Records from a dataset
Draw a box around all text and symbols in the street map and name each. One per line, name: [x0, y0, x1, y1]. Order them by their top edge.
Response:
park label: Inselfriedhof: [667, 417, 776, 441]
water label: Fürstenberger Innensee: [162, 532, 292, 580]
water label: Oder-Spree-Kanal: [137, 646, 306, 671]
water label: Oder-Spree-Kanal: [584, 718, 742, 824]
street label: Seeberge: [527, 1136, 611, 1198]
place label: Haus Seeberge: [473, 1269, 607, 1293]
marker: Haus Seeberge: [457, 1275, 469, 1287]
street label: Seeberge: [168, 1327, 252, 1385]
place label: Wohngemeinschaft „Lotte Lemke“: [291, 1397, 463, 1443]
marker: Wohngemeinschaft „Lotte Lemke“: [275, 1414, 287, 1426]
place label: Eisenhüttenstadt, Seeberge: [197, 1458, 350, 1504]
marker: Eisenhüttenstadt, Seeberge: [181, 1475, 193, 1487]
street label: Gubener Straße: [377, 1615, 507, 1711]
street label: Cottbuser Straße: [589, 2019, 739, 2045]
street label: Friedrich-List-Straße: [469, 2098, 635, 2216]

→ Problem statement
Without omitting anything, output the entries exactly.

→ Answer to this exercise
Draw a box around all text and symbols in the street map and name each. One per line, name: [x0, y0, x1, y1]. Order them by their top edge.
Response:
park label: Inselfriedhof: [667, 417, 776, 441]
water label: Fürstenberger Innensee: [162, 532, 292, 580]
water label: Oder-Spree-Kanal: [137, 646, 306, 671]
water label: Oder-Spree-Kanal: [584, 718, 742, 824]
street label: Seeberge: [527, 1136, 611, 1198]
place label: Haus Seeberge: [473, 1269, 607, 1293]
marker: Haus Seeberge: [457, 1275, 469, 1287]
street label: Seeberge: [168, 1327, 252, 1385]
place label: Wohngemeinschaft „Lotte Lemke“: [291, 1397, 463, 1443]
marker: Wohngemeinschaft „Lotte Lemke“: [275, 1414, 287, 1426]
place label: Eisenhüttenstadt, Seeberge: [197, 1458, 350, 1504]
marker: Eisenhüttenstadt, Seeberge: [181, 1475, 193, 1487]
street label: Gubener Straße: [377, 1615, 507, 1711]
street label: Cottbuser Straße: [589, 2019, 739, 2045]
street label: Friedrich-List-Straße: [469, 2098, 635, 2216]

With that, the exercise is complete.